Nothing in the data should be left out, so repeat it all exactly.

[Opening Recorded data section]

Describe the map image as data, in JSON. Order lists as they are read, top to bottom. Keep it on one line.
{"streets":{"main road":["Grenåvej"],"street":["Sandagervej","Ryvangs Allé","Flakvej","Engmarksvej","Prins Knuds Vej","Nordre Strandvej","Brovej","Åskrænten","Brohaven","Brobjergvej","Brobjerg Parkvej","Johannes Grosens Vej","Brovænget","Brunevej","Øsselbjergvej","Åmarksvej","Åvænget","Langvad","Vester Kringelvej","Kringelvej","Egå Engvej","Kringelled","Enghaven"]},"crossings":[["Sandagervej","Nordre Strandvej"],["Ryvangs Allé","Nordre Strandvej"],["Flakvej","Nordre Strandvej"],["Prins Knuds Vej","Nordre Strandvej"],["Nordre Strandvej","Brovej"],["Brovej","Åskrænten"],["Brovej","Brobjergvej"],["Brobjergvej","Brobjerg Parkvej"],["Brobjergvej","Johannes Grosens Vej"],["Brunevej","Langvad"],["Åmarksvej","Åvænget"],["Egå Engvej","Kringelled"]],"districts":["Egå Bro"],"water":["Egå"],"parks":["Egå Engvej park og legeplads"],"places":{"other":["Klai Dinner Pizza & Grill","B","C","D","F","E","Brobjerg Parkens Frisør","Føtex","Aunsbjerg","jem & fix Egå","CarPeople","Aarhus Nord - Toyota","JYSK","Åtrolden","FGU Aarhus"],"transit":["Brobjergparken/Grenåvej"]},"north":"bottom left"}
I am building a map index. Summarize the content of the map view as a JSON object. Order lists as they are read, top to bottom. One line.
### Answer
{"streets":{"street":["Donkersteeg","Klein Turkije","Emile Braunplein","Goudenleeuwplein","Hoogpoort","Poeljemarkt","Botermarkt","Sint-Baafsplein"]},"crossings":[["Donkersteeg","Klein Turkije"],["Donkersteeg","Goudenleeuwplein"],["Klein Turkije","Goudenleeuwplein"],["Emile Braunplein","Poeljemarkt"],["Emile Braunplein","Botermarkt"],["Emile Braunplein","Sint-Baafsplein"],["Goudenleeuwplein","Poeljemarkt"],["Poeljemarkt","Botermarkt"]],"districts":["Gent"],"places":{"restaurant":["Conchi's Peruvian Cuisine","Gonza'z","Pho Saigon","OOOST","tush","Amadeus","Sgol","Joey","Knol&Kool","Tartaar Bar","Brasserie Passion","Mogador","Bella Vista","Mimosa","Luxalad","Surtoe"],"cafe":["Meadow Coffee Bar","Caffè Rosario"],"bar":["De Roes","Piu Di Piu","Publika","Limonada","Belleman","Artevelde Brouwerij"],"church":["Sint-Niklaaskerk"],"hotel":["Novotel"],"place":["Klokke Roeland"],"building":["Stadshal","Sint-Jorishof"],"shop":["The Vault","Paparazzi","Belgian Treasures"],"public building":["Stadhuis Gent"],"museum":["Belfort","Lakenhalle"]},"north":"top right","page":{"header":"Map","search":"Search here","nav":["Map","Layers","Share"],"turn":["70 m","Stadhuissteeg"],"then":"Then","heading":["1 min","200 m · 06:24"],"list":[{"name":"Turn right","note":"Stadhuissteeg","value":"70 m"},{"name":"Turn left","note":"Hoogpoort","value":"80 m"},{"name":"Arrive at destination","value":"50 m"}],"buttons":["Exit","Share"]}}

[Closing Recorded data section]

■ **Response to this task**:
Describe the map image as data, in JSON. Order lists as they are read, top to bottom. Keep it on one line.
{"streets":{"main road":["Grenåvej"],"street":["Sandagervej","Ryvangs Allé","Flakvej","Engmarksvej","Prins Knuds Vej","Nordre Strandvej","Brovej","Åskrænten","Brohaven","Brobjergvej","Brobjerg Parkvej","Johannes Grosens Vej","Brovænget","Brunevej","Øsselbjergvej","Åmarksvej","Åvænget","Langvad","Vester Kringelvej","Kringelvej","Egå Engvej","Kringelled","Enghaven"]},"crossings":[["Sandagervej","Nordre Strandvej"],["Ryvangs Allé","Nordre Strandvej"],["Flakvej","Nordre Strandvej"],["Prins Knuds Vej","Nordre Strandvej"],["Nordre Strandvej","Brovej"],["Brovej","Åskrænten"],["Brovej","Brobjergvej"],["Brobjergvej","Brobjerg Parkvej"],["Brobjergvej","Johannes Grosens Vej"],["Brunevej","Langvad"],["Åmarksvej","Åvænget"],["Egå Engvej","Kringelled"]],"districts":["Egå Bro"],"water":["Egå"],"parks":["Egå Engvej park og legeplads"],"places":{"other":["Klai Dinner Pizza & Grill","B","C","D","F","E","Brobjerg Parkens Frisør","Føtex","Aunsbjerg","jem & fix Egå","CarPeople","Aarhus Nord - Toyota","JYSK","Åtrolden","FGU Aarhus"],"transit":["Brobjergparken/Grenåvej"]},"north":"bottom left"}
I am building a map index. Summarize the content of the map view as a JSON object. Order lists as they are read, top to bottom. One line.
### Answer
{"streets":{"street":["Donkersteeg","Klein Turkije","Emile Braunplein","Goudenleeuwplein","Hoogpoort","Poeljemarkt","Botermarkt","Sint-Baafsplein"]},"crossings":[["Donkersteeg","Klein Turkije"],["Donkersteeg","Goudenleeuwplein"],["Klein Turkije","Goudenleeuwplein"],["Emile Braunplein","Poeljemarkt"],["Emile Braunplein","Botermarkt"],["Emile Braunplein","Sint-Baafsplein"],["Goudenleeuwplein","Poeljemarkt"],["Poeljemarkt","Botermarkt"]],"districts":["Gent"],"places":{"restaurant":["Conchi's Peruvian Cuisine","Gonza'z","Pho Saigon","OOOST","tush","Amadeus","Sgol","Joey","Knol&Kool","Tartaar Bar","Brasserie Passion","Mogador","Bella Vista","Mimosa","Luxalad","Surtoe"],"cafe":["Meadow Coffee Bar","Caffè Rosario"],"bar":["De Roes","Piu Di Piu","Publika","Limonada","Belleman","Artevelde Brouwerij"],"church":["Sint-Niklaaskerk"],"hotel":["Novotel"],"place":["Klokke Roeland"],"building":["Stadshal","Sint-Jorishof"],"shop":["The Vault","Paparazzi","Belgian Treasures"],"public building":["Stadhuis Gent"],"museum":["Belfort","Lakenhalle"]},"north":"top right","page":{"header":"Map","search":"Search here","nav":["Map","Layers","Share"],"turn":["70 m","Stadhuissteeg"],"then":"Then","heading":["1 min","200 m · 06:24"],"list":[{"name":"Turn right","note":"Stadhuissteeg","value":"70 m"},{"name":"Turn left","note":"Hoogpoort","value":"80 m"},{"name":"Arrive at destination","value":"50 m"}],"buttons":["Exit","Share"]}}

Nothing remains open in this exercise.